HAMPTON, Va. (WAVY) – Community members have spoken.
Out of the four options floated for the future of Hampton’s historic carousel, most favor the option that results in the least amount of change.
But now there is a fifth possibility and city leaders want to hear from the public again.
At Hampton City Council’s second April work session, city staff revealed that through its outreach program, the question was asked if moving the amusement to Bluebird Gap Farm was ever considered.
Guernsey Tingle architects explored the idea and has brought forward two additional proposals. One would place the carousel at Farm Entry Drive. The other would relocate the ride to inside the farm footprint.
City Manager Mary Bunting announced plans to hold additional public comment in June.
“Because the Bluebird Gap Farm came up kind of late in the process and because we have this new information, we’d thought it would be a good idea to give about a month for additional public consideration,” Bunting said.
The two options are estimated to cost between $2.6 million and $2.8 million. That doesn’t include costs for development of a city-owned miniature golf course also proposed alongside the carousel at Farm Entry Drive.

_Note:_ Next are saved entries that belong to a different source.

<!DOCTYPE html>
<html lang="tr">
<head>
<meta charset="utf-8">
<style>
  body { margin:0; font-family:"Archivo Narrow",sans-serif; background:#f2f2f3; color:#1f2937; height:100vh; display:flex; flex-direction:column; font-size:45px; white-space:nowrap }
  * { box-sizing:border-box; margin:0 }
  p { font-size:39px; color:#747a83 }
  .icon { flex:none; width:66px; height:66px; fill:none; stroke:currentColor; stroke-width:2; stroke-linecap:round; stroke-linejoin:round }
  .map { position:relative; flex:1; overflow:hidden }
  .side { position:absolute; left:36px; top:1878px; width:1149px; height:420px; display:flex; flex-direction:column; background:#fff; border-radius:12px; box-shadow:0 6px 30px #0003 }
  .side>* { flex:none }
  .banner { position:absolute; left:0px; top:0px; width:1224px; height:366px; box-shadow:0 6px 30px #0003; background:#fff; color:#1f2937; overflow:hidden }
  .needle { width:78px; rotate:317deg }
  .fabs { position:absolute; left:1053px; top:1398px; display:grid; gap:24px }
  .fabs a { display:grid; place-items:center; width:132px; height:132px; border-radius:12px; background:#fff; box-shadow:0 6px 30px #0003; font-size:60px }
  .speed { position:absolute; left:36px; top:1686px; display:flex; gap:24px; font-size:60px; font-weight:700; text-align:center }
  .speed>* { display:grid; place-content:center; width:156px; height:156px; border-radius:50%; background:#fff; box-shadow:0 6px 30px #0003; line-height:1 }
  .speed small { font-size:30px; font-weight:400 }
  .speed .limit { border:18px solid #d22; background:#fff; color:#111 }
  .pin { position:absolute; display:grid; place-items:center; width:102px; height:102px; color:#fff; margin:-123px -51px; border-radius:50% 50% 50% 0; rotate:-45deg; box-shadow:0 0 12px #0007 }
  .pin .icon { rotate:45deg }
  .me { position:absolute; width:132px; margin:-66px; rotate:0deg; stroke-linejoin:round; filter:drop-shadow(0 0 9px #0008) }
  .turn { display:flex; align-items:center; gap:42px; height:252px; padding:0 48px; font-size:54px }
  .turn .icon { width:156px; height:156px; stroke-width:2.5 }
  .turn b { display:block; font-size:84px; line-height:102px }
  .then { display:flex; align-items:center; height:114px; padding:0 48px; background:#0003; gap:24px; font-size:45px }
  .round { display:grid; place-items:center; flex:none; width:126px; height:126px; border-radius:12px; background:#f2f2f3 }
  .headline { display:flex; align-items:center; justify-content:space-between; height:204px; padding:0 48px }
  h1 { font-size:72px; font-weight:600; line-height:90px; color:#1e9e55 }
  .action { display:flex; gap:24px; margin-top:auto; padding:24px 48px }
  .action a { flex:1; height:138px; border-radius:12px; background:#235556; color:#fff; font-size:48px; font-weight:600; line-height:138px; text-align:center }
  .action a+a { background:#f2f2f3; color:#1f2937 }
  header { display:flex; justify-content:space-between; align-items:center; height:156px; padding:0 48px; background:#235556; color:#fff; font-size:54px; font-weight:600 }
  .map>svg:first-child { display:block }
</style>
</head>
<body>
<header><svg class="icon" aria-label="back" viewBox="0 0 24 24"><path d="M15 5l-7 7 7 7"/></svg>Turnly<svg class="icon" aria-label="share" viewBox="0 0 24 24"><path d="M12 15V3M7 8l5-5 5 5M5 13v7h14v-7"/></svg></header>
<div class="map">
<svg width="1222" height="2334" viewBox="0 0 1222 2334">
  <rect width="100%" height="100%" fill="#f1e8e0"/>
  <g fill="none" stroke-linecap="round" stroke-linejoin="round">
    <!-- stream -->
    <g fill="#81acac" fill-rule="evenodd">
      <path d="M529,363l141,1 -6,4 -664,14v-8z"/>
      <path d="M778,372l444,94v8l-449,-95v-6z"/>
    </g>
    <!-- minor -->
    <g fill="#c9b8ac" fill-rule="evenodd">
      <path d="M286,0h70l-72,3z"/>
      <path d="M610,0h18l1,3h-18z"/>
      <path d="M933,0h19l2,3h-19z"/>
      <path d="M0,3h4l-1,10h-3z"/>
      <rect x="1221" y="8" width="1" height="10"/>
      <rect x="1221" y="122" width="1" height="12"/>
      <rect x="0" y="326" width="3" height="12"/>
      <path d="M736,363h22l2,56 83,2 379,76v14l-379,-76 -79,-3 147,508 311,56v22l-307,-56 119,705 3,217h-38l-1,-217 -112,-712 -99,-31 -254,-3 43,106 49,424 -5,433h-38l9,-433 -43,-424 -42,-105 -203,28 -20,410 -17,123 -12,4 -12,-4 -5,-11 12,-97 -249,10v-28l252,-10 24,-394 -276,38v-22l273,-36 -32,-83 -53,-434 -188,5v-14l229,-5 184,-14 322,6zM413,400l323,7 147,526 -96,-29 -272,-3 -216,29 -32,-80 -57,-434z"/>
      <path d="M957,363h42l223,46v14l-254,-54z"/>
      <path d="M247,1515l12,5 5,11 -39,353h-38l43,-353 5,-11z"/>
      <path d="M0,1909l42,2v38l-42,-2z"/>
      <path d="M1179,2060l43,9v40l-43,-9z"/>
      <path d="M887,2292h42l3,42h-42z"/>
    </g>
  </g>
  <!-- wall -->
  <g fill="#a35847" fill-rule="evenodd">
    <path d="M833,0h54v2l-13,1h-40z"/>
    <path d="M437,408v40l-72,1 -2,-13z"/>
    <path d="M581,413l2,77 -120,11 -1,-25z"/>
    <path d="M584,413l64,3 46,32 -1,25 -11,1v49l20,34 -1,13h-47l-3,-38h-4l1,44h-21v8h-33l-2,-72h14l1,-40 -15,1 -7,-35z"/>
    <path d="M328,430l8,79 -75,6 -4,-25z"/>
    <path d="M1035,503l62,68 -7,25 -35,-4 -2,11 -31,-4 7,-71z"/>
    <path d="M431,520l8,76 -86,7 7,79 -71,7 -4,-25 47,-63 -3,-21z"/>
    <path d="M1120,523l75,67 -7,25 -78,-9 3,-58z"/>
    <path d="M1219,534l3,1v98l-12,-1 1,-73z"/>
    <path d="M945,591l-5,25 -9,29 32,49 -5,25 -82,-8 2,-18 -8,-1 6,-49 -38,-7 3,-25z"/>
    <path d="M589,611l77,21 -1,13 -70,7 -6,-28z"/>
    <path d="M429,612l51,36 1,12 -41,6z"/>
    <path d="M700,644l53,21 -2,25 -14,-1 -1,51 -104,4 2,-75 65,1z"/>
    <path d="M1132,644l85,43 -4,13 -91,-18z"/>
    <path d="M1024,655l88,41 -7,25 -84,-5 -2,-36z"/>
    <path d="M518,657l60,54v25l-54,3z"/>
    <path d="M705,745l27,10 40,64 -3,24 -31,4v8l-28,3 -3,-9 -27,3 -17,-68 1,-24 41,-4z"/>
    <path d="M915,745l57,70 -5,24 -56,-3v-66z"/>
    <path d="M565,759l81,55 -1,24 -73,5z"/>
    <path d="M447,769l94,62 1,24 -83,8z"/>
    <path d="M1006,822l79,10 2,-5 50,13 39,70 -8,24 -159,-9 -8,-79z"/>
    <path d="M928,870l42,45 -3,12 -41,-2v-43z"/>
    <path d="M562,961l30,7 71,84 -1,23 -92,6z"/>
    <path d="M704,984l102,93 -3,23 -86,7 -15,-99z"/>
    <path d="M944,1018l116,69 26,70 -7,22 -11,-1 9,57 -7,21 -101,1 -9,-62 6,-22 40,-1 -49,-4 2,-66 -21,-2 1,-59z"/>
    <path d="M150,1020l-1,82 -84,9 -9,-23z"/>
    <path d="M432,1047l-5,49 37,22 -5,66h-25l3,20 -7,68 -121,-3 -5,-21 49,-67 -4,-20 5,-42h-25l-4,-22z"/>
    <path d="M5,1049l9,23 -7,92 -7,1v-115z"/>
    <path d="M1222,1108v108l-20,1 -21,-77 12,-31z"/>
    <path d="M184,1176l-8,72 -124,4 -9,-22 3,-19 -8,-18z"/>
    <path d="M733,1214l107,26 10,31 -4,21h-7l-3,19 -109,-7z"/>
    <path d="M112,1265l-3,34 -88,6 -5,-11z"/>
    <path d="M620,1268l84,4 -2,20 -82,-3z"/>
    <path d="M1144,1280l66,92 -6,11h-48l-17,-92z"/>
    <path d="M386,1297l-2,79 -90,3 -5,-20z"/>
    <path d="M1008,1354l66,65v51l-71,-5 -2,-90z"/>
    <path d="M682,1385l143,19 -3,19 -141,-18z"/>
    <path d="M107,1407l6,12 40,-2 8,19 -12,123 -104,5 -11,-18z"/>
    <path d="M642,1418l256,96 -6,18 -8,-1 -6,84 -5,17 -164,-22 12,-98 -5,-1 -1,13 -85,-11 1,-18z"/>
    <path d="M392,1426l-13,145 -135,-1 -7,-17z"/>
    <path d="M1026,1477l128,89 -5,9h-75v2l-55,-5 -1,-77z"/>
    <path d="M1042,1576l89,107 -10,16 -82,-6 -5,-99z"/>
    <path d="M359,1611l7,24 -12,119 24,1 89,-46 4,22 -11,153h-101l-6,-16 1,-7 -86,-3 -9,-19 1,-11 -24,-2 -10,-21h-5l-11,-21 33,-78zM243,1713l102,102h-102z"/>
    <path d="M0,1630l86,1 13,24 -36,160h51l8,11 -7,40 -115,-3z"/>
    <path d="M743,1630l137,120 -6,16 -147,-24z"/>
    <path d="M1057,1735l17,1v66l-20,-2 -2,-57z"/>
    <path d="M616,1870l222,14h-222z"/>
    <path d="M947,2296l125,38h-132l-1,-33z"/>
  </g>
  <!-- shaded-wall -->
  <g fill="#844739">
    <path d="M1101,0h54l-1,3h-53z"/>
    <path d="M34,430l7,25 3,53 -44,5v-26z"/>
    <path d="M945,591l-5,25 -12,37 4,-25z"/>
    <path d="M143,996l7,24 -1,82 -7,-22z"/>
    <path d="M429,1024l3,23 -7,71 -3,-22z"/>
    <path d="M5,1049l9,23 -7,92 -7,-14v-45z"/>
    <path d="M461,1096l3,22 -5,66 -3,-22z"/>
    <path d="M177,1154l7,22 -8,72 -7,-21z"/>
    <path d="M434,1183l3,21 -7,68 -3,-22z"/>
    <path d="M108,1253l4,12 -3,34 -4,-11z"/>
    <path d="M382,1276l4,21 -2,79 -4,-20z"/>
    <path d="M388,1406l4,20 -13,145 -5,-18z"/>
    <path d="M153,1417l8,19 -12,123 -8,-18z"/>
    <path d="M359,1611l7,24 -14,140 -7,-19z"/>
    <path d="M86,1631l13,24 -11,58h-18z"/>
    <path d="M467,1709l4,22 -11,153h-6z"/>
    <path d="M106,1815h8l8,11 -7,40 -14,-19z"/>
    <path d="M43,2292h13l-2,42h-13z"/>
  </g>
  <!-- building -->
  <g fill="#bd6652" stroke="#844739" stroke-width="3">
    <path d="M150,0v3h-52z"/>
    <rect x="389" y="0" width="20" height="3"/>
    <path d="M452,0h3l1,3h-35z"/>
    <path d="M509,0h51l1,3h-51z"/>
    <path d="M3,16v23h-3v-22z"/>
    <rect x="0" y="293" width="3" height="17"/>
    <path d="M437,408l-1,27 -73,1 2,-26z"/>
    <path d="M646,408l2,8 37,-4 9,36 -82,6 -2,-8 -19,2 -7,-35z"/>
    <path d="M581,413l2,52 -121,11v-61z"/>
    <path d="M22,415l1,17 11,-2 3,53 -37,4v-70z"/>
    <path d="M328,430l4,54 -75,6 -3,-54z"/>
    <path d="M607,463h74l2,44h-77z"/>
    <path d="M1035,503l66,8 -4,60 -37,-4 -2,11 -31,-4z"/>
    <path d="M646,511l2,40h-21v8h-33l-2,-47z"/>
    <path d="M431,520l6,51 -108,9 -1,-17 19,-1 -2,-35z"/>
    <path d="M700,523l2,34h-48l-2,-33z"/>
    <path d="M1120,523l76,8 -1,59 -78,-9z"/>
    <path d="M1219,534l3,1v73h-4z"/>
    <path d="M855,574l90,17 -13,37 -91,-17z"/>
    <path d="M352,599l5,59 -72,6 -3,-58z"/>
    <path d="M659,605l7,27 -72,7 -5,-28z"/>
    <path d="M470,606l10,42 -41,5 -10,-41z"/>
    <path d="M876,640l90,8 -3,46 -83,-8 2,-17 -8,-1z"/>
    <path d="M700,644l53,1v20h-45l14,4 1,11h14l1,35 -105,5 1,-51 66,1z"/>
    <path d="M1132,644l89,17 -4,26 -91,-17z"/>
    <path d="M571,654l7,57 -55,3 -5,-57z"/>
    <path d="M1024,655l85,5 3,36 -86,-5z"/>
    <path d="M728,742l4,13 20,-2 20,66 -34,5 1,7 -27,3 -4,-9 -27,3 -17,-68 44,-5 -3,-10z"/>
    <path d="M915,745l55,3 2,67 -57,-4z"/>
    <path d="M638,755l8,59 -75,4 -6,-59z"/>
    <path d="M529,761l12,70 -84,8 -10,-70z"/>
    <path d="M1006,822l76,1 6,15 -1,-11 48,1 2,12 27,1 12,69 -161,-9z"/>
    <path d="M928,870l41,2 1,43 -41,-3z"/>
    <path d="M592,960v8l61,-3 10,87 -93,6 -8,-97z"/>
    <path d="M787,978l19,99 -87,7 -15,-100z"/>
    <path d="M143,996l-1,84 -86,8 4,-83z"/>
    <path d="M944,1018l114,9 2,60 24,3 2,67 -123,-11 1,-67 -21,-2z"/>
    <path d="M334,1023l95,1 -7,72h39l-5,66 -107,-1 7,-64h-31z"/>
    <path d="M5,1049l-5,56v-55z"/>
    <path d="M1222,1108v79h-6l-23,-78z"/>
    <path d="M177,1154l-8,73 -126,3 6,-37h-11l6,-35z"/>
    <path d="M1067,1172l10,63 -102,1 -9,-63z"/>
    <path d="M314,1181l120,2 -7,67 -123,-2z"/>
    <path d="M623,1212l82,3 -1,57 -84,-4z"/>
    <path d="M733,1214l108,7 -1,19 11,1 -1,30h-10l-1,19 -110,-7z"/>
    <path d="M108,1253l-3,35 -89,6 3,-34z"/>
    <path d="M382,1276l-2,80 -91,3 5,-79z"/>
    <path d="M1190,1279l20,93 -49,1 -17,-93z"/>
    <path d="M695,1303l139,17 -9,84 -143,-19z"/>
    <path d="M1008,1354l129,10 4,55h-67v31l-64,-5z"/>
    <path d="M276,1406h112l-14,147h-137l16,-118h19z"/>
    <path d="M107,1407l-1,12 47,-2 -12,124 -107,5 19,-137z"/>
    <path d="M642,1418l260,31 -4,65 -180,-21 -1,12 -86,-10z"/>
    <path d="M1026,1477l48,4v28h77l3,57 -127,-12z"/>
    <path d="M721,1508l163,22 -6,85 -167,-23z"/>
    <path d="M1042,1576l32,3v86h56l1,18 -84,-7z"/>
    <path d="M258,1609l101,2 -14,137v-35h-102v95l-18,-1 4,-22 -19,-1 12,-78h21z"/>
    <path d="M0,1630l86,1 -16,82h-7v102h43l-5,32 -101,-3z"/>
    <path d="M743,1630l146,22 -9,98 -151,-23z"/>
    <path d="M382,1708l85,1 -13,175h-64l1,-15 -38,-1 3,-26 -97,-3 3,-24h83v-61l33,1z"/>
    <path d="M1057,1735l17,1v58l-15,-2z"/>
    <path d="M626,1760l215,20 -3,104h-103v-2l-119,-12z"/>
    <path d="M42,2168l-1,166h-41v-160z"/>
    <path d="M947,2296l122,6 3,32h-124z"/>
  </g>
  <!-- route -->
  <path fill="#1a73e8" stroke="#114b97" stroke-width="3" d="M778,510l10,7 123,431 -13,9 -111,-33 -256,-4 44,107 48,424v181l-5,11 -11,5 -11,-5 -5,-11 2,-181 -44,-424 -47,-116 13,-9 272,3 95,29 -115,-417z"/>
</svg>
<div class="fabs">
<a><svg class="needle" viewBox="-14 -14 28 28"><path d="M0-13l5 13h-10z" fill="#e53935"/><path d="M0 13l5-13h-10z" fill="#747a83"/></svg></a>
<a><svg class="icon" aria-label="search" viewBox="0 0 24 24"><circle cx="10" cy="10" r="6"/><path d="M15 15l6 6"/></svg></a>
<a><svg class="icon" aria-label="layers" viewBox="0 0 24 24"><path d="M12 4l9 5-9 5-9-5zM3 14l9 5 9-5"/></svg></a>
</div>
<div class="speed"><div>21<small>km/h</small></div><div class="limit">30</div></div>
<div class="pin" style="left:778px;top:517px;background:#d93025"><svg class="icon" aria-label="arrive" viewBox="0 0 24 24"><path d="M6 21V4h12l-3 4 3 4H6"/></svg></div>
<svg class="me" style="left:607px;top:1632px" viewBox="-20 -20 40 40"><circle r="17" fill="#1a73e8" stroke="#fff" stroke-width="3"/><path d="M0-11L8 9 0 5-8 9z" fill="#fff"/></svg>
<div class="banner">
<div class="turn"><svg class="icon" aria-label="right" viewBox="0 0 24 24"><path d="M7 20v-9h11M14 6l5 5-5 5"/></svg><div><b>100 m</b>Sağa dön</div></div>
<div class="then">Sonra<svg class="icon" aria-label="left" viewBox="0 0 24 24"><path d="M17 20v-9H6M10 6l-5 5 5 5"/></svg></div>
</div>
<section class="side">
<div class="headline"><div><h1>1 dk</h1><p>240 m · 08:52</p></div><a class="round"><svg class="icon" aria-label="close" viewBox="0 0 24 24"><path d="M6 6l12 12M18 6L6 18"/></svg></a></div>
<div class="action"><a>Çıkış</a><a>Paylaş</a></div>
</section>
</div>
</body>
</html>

Bluebird Gap Farm is one of the city’s oldest parks. It sits opposite the Hampton Coliseum along Interstate 64 and has roughly 150 domestic and wild animals for people to visit on 60 acres.
Tom Tingle, president of Guernsey Tingle, said the strengths of relocating the carousel from its longtime home downtown to Bluebird Gap Farm include the ability to establish increased visibility, the creation of synergy with the farm and other area attractions such as the coliseum, the Aquaplex and Power Plant.
Weaknesses include the need for additional infrastructure, the possible limitations or farm hours and flood zone and wetlands constraints.
While City Council members didn’t have much to say following the latest briefing, Robin McCormick, the city’s communication manager, said people have been quite passionate about the carousel’s future.
Built back in 1920 by the Philadelphia Toboggan Company in Germantown, Pennsylvania, it was was used at the Buckroe Beach Amusement Park until it closed in 1985. Its 48 hand-carved wooden horses and two hand-carved wooden chariots moved to its current location in Carousel Park on Settlers Landing Road in downtown Hampton in 1991.
A year later, the carousel was added to the National Register of Historic Places. It is believed it is one of only 170 functioning antique carousels still in the United States.
As part of Downtown Hampton Development Partnership’s future vision for downtown, a recommendation came to move the carousel from the park so it could redeveloped for more green space and allow for the carousel to be better protected from flooding.
Four options were proposed. One included keeping the current location and fixing up the building, one called for replacing the building in its current location. The other two called for relocation: one would move the carousel several blocks to Mill Point Park while the other would take the ride back to Buckroe Beach.
But McCormick said that following one in-person public input session with 60 people in attendance, and a Facebook Live with more than 1,000 engagements, that the consensus was clear.
“The vast majority of people said it should belong in its current location,” McCormick said. “They cited the triple draw of the Hampton History Museum, air and space, and carousel make it
ideal for school trips and for families.”
McCormick said people want the DHDP to consider designing a plan that includes the carousel in an upgraded park.
However, the city still wanted to look at Bluebird Gap Farm, knowing the draw to children there.
Bunting said she hopes City Council could land on a final decision soon.
“We would recommend that following (the June hearing), whether at that meeting or the July meeting that we make a decision one way or the another,” Bunting said. “We are sort of in limbo if we we would proceed with some of the park improvements, none of the park improvements or all of the park improvements.”
Meanwhile, the carousel has been closed since June because of repairs needed.
An inspection last summer found major issues with the supporting rods and the poles lifting the horses, according to the city. In a press release, they said continued operation would likely further damage the carousel and could cause injuries.